Community Health Systems Data Breach: PHI and PII Exposed

Community Health Systems Inc., a Southern California healthcare provider with six clinic locations in San Bernardino, Riverside and San Diego counties, disclosed a data breach.

Around Feb. 28, 2026, Community Health Systems was alerted to unusual activity on its computer. The organization began an investigation into the nature and scope of the event with the assistance of third-party cybersecurity specialists.

Through the investigation, the company identified potential unauthorized access to certain data stored on its network. Community Health Systems then initiated a comprehensive review of the data to determine what information was involved.

The personally identifiable information potentially compromised includes names, addresses, email addresses, phone numbers, dates of birth, Social Security numbers, financial account information and driver's license or state ID numbers.

The protected health information that may have been accessed includes treatment or diagnosis information, prescription information, dates of service, provider names, medical record numbers, patient ID numbers, Medicare or Medicaid ID numbers, health insurance information and medical billing or claims information.

The total number of people affected by the breach has not been publicly disclosed, and the company's ongoing review may reveal additional details about the scope of the incident. The company disclosed the incident publicly via PR Newswire on April 29, 2026

Community Health Systems' response to the breach

Community Health Systems encouraged individuals to remain vigilant against incidents of identity theft and fraud. The company recommended that people closely monitor their accounts for suspicious activity or errors.

At this time, the company has not announced free credit monitoring or identity protection services for those who may have been affected. Because the breach potentially involves Social Security numbers, financial account details and sensitive medical records, individuals may want to take proactive steps on their own to safeguard their information.

Individuals with questions about the incident can contact Community Health Systems Inc. by phone at 951-571-2300.

They can also reach the company by mail at 7880 Mission Grove Parkway South, Riverside, CA 92508.

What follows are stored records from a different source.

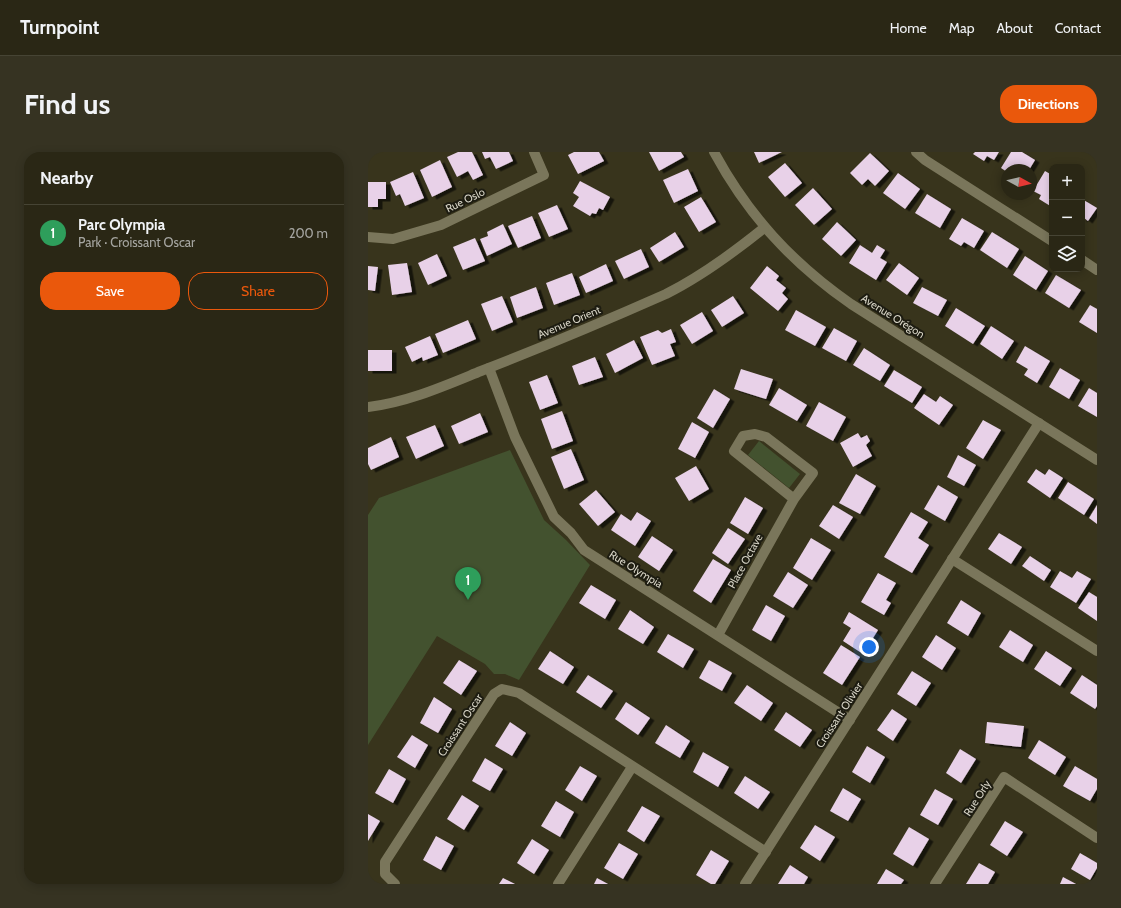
<!DOCTYPE html>
<html lang="en">
<head>
<meta charset="utf-8">
<style>
  body { margin:0; font-family:Cabin,sans-serif; background:#363322; color:#f1f3f6 }
  .controls { position:absolute; right:12px; top:12px; display:grid; overflow:hidden; border-radius:8px; box-shadow:0 2px 10px #0003 }
  .controls button { width:36px; height:36px; display:grid; place-items:center; padding:0; border:0; border-bottom:1px solid #464434; background:#2a2715; color:#f1f3f6; font:20px sans-serif }
  .compass { position:absolute; left:633px; top:12px; width:36px; height:36px; border-radius:50%; background:#2a2715; box-shadow:0 2px 10px #0003; rotate:98deg }
  .you { position:absolute; left:501px; top:495px; width:14px; height:14px; margin:-10px; border:3px solid #fff; border-radius:50%; background:#1a73e8; box-shadow:0 0 0 6px #1a73e833 }
  .badge { display:grid; place-items:center; width:26px; height:26px; border-radius:50%; background:#ea580c; color:#fff; font-size:13px; font-weight:700 }
  .pin { position:absolute; translate:-50% -33px; filter:drop-shadow(0 1px 2px #0008) }
  .pin::after { content:''; position:absolute; top:21px; width:14px; height:12px; background:inherit; clip-path:polygon(0 0,100% 0,50% 100%) }
  .list { margin:0; padding:0; list-style:none }
  h2 { display:flex; justify-content:space-between; align-items:center; height:52px; margin:0; padding:0 16px; font-size:17px }
  h2 small { font-size:13px; font-weight:400; color:#a5a5a0 }
  .list li { display:grid; grid-template-columns:26px 1fr auto; gap:12px; align-items:center; box-sizing:border-box; height:56px; padding:0 16px; border-top:1px solid #464434 }
  .list b { display:block; font-size:15px; white-space:nowrap }
  .list p { margin:0; font-size:13px; white-space:nowrap; color:#a5a5a0 }
  .list em { font-size:13px; font-style:normal; color:#a5a5a0 }
  .actions { display:flex; gap:8px; padding:12px 16px }
  .actions a { flex:1; padding:9px 0; border:1px solid #ea580c; border-radius:16px; text-align:center; font-size:14px; color:#ea580c }
  .actions .main { background:#ea580c; color:#fff }
  .icon { flex:none; width:22px; height:22px; fill:none; stroke:currentColor; stroke-width:2; stroke-linecap:round; stroke-linejoin:round }
  .map { position:relative; flex:none; width:729px; height:732px; overflow:hidden; border-radius:16px }
  header { display:flex; align-items:center; gap:24px; box-sizing:border-box; height:56px; padding:0 20px; background:#2a2715; border-bottom:1px solid #464434 }
  header strong { font-size:19px }
  nav { display:flex; gap:22px; margin-inline-start:auto; font-size:14px }
  .intro { display:flex; align-items:center; justify-content:space-between; box-sizing:border-box; height:96px; padding:0 24px }
  h1 { margin:0; font-size:28px }
  .button { padding:10px 18px; border-radius:16px; background:#ea580c; color:#fff; font-size:14px; font-weight:700 }
  main { display:flex; gap:24px; padding:0 24px }
  aside { flex:1; background:#2a2715; border-radius:16px; box-shadow:0 2px 10px #0003 }
  .map>svg:first-child { display:block }
</style>
</head>
<body>
<header>
<strong>Turnpoint</strong>
<nav><a>Home</a><a>Map</a><a>About</a><a>Contact</a></nav>
</header>
<div class="intro"><h1>Find us</h1><a class="button">Directions</a></div>
<main>
<aside>
<h2>Nearby<small></small></h2>
<ul class="list">
<li><span class="badge" style="background:#2e9e5b">1</span><div><b>Parc Olympia</b><p>Park · Croissant Oscar</p></div><em>200 m</em></li>
</ul>
<div class="actions"><a class="main">Save</a><a>Share</a></div>
</aside>
<div class="map">
<svg width="729" height="732" viewBox="0 0 729 732">
  <defs>
    <filter id="shadow"><feDropShadow dx="4.5" dy="2.5" stdDeviation="0" flood-color="#0009"/></filter>
  </defs>
  <rect width="100%" height="100%" fill="#38341c"/>
  <g fill="#43522f">
    <polygon points="391,289 432,322 421,336 380,303"/>
    <polygon points="142,298 176,368 198,388 222,413 151,528 137,522 126,522 117,512 69,484 0,593 0,363 11,346"/>
  </g>
  <g fill="#e8d1e8" filter="url(#shadow)">
    <polygon points="90,0 104,0 115,23 105,28 100,19 89,25 79,5"/>
    <polygon points="114,0 141,0 145,9 128,17 122,5 117,7"/>
    <polygon points="206,0 231,0 236,9 210,22 200,3"/>
    <polygon points="281,0 313,0 316,5 291,19"/>
    <polygon points="386,0 414,0 391,11"/>
    <polygon points="607,0 631,0 626,8 619,4 616,9 605,2"/>
    <polygon points="643,0 654,0 667,8 661,18 639,18 639,20 633,16"/>
    <polygon points="502,1 521,19 507,34 500,27 494,33 482,21"/>
    <polygon points="72,8 84,35 64,45 52,18"/>
    <polygon points="417,11 434,31 417,45 400,25"/>
    <polygon points="320,17 330,39 306,51 295,28"/>
    <polygon points="677,19 684,23 684,55 671,47 673,43 665,39"/>
    <polygon points="45,20 56,46 37,54 32,42 28,44 22,30"/>
    <polygon points="530,21 552,37 537,57 515,41"/>
    <polygon points="212,29 242,45 235,58 231,56 228,62 224,61 222,64 205,54 211,45 205,41"/>
    <polygon points="0,30 18,30 18,47 10,47 10,55 0,55"/>
    <polygon points="445,36 464,57 446,73 427,53"/>
    <polygon points="559,42 583,57 572,76 547,61"/>
    <polygon points="333,45 348,70 331,80 316,55"/>
    <polygon points="714,47 729,56 720,69 716,66 714,68"/>
    <polygon points="189,53 200,77 181,85 170,61"/>
    <polygon points="164,64 173,86 150,96 140,74"/>
    <polygon points="594,66 616,79 606,96 596,90 593,94 581,87"/>
    <polygon points="469,70 488,88 473,104 454,87"/>
    <polygon points="135,72 144,92 119,104 112,87 120,84 119,80"/>
    <polygon points="307,80 316,95 291,110 282,96"/>
    <polygon points="624,80 651,97 639,116 612,98"/>
    <polygon points="107,86 117,109 95,118 85,95"/>
    <polygon points="492,93 504,101 509,93 517,98 512,106 519,110 508,128 481,111"/>
    <polygon points="273,97 281,115 256,127 247,109"/>
    <polygon points="69,102 79,124 60,133 50,111"/>
    <polygon points="657,104 680,119 668,138 645,123"/>
    <polygon points="39,111 44,140 24,143 20,113"/>
    <polygon points="531,111 551,126 539,143 518,128"/>
    <polygon points="238,112 245,129 218,141 211,125"/>
    <polygon points="0,114 10,115 7,139 0,138"/>
    <polygon points="399,114 411,124 408,128 418,136 414,141 420,147 410,159 382,136"/>
    <polygon points="204,121 212,143 186,153 178,131"/>
    <polygon points="688,123 713,138 701,156 677,141"/>
    <polygon points="168,135 175,156 149,166 142,145"/>
    <polygon points="554,135 579,148 570,164 545,151"/>
    <polygon points="134,144 145,170 124,179 113,152"/>
    <polygon points="365,144 376,161 354,175 343,158"/>
    <polygon points="722,153 729,157 729,181 711,170"/>
    <polygon points="588,156 617,174 605,192 577,174"/>
    <polygon points="428,158 458,175 447,194 417,178"/>
    <polygon points="334,160 345,179 324,192 312,173"/>
    <polygon points="100,168 108,187 75,201 67,182"/>
    <polygon points="623,174 646,189 634,207 612,192"/>
    <polygon points="466,176 489,189 478,209 454,196"/>
    <polygon points="303,177 308,190 302,192 307,204 284,213 272,185 290,178 294,181"/>
    <polygon points="62,184 70,203 55,209 54,205 44,210 37,195"/>
    <polygon points="266,188 275,206 247,221 238,202"/>
    <polygon points="657,194 682,209 669,231 656,223 660,217 648,210"/>
    <polygon points="496,196 522,213 512,229 485,213"/>
    <rect x="0" y="198" width="24" height="21"/>
    <polygon points="227,205 235,225 211,233 204,214"/>
    <polygon points="692,216 712,228 701,247 681,235"/>
    <polygon points="373,217 405,227 398,247 366,237"/>
    <polygon points="526,218 554,235 544,251 516,234"/>
    <polygon points="179,223 190,251 172,258 161,230"/>
    <polygon points="411,236 439,253 429,269 401,253"/>
    <polygon points="721,236 729,241 729,265 710,254"/>
    <polygon points="346,237 362,247 345,276 329,266"/>
    <polygon points="556,242 568,250 572,244 585,253 571,273 546,256"/>
    <polygon points="451,250 478,265 465,289 438,274"/>
    <polygon points="194,259 205,289 184,297 173,267"/>
    <polygon points="112,261 120,280 91,292 83,274"/>
    <polygon points="615,268 633,278 615,307 598,296"/>
    <polygon points="324,270 341,280 327,306 310,297"/>
    <polygon points="67,273 76,294 48,307 38,285"/>
    <polygon points="490,281 493,286 499,283 502,289 498,293 504,304 485,315 472,291"/>
    <polygon points="23,285 31,305 3,318 0,312 0,296"/>
    <polygon points="203,297 216,328 196,337 183,305"/>
    <polygon points="590,303 608,313 596,334 579,325"/>
    <polygon points="328,314 341,337 321,349 307,326"/>
    <polygon points="668,317 677,323 681,317 695,326 682,346 659,330"/>
    <polygon points="488,322 508,334 492,362 471,351"/>
    <polygon points="700,330 726,347 716,363 690,346"/>
    <polygon points="570,333 590,345 577,369 556,357"/>
    <polygon points="228,338 247,360 230,374 211,352"/>
    <polygon points="377,345 395,356 380,382 362,371"/>
    <polygon points="465,353 485,365 471,387 451,374"/>
    <polygon points="729,353 729,372 721,366"/>
    <polygon points="269,360 283,369 267,394 243,378 253,362 263,369"/>
    <polygon points="543,360 560,370 550,386 561,393 544,421 516,405"/>
    <polygon points="360,376 377,387 360,412 344,401"/>
    <polygon points="631,381 654,395 643,412 620,397"/>
    <polygon points="284,384 305,398 291,419 270,405"/>
    <polygon points="443,386 463,398 444,428 425,416"/>
    <polygon points="662,404 683,418 676,429 654,414"/>
    <polygon points="345,407 363,418 343,451 325,439"/>
    <polygon points="692,419 704,426 709,419 723,427 708,451 682,435"/>
    <polygon points="420,420 440,433 425,456 405,444"/>
    <polygon points="510,421 528,431 518,448 523,451 516,463 493,450"/>
    <polygon points="223,433 248,448 237,467 211,451"/>
    <polygon points="721,440 729,445 729,469 710,456"/>
    <polygon points="593,448 613,461 600,484 579,471"/>
    <polygon points="398,453 417,464 403,489 384,478"/>
    <polygon points="262,458 286,475 275,492 250,477"/>
    <polygon points="481,460 510,478 495,502 475,489 483,476 475,471"/>
    <polygon points="642,478 665,493 655,510 631,495"/>
    <polygon points="300,482 326,497 315,516 289,500"/>
    <polygon points="568,483 588,496 574,518 554,505"/>
    <polygon points="473,493 492,505 474,533 455,521"/>
    <polygon points="182,499 206,515 195,532 170,517"/>
    <polygon points="678,499 704,516 692,534 666,517"/>
    <polygon points="91,508 109,519 93,543 75,531"/>
    <polygon points="341,508 364,521 354,539 331,526"/>
    <polygon points="544,519 563,531 548,554 529,542"/>
    <polygon points="220,523 245,539 233,556 208,540"/>
    <polygon points="714,523 729,533 729,554 727,557 702,541"/>
    <polygon points="379,533 405,551 393,569 366,551"/>
    <polygon points="66,545 84,557 70,581 52,571"/>
    <polygon points="258,550 282,566 270,583 247,567"/>
    <polygon points="524,557 539,567 525,589 509,578"/>
    <polygon points="418,560 444,578 432,595 406,578"/>
    <polygon points="142,570 158,581 144,604 127,594"/>
    <polygon points="619,570 656,574 653,595 617,591"/>
    <polygon points="298,573 322,589 312,606 287,591"/>
    <polygon points="44,583 60,593 47,616 29,605"/>
    <polygon points="671,588 698,605 687,623 660,606"/>
    <polygon points="499,594 517,605 502,631 484,620"/>
    <polygon points="592,597 608,607 593,631 578,621"/>
    <polygon points="335,600 361,615 350,635 325,620"/>
    <polygon points="117,606 135,617 122,639 104,629"/>
    <polygon points="212,614 229,624 214,649 197,638"/>
    <polygon points="707,614 729,627 729,637 722,649 695,634"/>
    <polygon points="21,617 38,627 25,651 7,641"/>
    <polygon points="377,624 402,640 390,657 366,641"/>
    <polygon points="475,636 493,647 480,669 462,659"/>
    <polygon points="567,637 585,647 570,673 552,663"/>
    <polygon points="94,643 111,654 96,678 79,667"/>
    <polygon points="188,649 206,660 192,685 173,674"/>
    <polygon points="274,654 292,664 276,690 259,679"/>
    <polygon points="0,662 12,669 0,689"/>
    <polygon points="637,669 655,680 639,704 622,693"/>
    <polygon points="447,673 467,685 452,709 432,696"/>
    <polygon points="541,675 561,687 545,714 525,702"/>
    <polygon points="68,684 86,694 73,718 55,708"/>
    <polygon points="164,687 181,698 166,722 149,711"/>
    <polygon points="251,691 270,702 255,727 236,716"/>
    <polygon points="343,698 361,709 347,732 343,732 328,723"/>
    <polygon points="712,701 729,711 729,716 722,728 703,717"/>
    <polygon points="611,711 627,720 620,732 598,732"/>
    <polygon points="422,713 440,725 436,732 410,732"/>
    <polygon points="518,717 536,728 533,732 509,732"/>
    <polygon points="695,725 708,732 692,732"/>
    <polygon points="135,726 147,732 131,732"/>
    <polygon points="229,726 240,732 226,732"/>
  </g>
  <g fill="none" stroke-linecap="round" stroke-linejoin="round">
    <g stroke="#7a765b" stroke-width="10">
      <path d="M 346,0 C 380,63 424,111 483,152 L 729,308"/>
      <polyline points="548,0 557,8 684,89"/>
      <polyline points="0,85 25,87 73,73 176,23 166,0"/>
      <polyline points="714,108 729,118"/>
      <polyline points="121,216 147,285 186,365 203,381 216,398 482,568"/>
      <path d="M 0,255 C 40,250 76,234 113,219 C 175,195 237,169 298,142 C 334,124 365,101 396,76"/>
      <polyline points="584,407 729,499"/>
      <polyline points="350,483 426,347 445,321 398,285 387,282 375,284 366,299 426,347"/>
      <polyline points="27,732 17,722 17,710 126,542 134,537 151,541 398,700"/>
      <polyline points="190,732 264,615"/>
      <polyline points="377,732 671,271"/>
      <polyline points="567,732 636,625 729,686"/>
    </g>
  </g>
  <g text-anchor="middle" stroke-width="4" stroke-linejoin="round" paint-order="stroke">
    <g font-size="11" fill="#d6d3c5" stroke="#1d1c11">
      <text transform="translate(97 48) rotate(-26)" y="4">Rue Oslo</text>
      <text transform="translate(525 164) rotate(32)" y="4">Avenue Orégon</text>
      <text transform="translate(201 170) rotate(-23)" y="4">Avenue Orient</text>
      <text transform="translate(377 409) rotate(-61)" y="4">Place Octave</text>
      <text transform="translate(268 417) rotate(32)" y="4">Rue Olympia</text>
      <text transform="translate(471 563) rotate(-57)" y="4">Croissant Olivier</text>
      <text transform="translate(92 573) rotate(-57)" y="4">Croissant Oscar</text>
      <text transform="translate(609 646) rotate(-57)" y="4">Rue Orly</text>
    </g>
  </g>
</svg>
<div class="controls">
<button>+</button>
<button>−</button>
<button><svg class="icon" aria-label="layers" viewBox="0 0 24 24"><path d="M12 4l9 5-9 5-9-5zM3 14l9 5 9-5"/></svg></button>
</div>
<svg class="compass" viewBox="-18 -18 36 36"><path d="M0-13l5 13h-10z" fill="#e53935"/><path d="M0 13l5-13h-10z" fill="#a5a5a0"/></svg>
<div class="you"></div>
<div class="pin badge" style="left:100px;top:448px;background:#2e9e5b">1</div>
</div>
</main>
</body>
</html>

Steps to take if your information was exposed

• Place a fraud alert or credit freeze with the three major credit reporting agencies: TransUnion at 1-800-680-7289, Experian at 1-888-397-3742 and Equifax at 1-888-298-0045.
• Request free credit reports at AnnualCreditReport.com and review them carefully for any unfamiliar accounts, unauthorized inquiries or other signs of potential misuse.
• Monitor bank and financial account statements closely for unauthorized charges, new accounts opened without permission or unexpected withdrawals, as financial account information may have been among the data exposed in this breach.
• Review Explanation of Benefits statements from health insurers for any medical services, prescriptions or equipment that were not received, since protected health information was potentially compromised.
• Be cautious of phishing attempts that reference Community Health Systems Inc. or this data breach by name, because scammers may use stolen personal or medical details to craft convincing emails, phone calls or text messages.
• Report suspected identity theft to the Federal Trade Commission at identitytheft.gov or by calling 1-877-438-4338 for step-by-step guidance on protecting personal information and beginning the recovery process.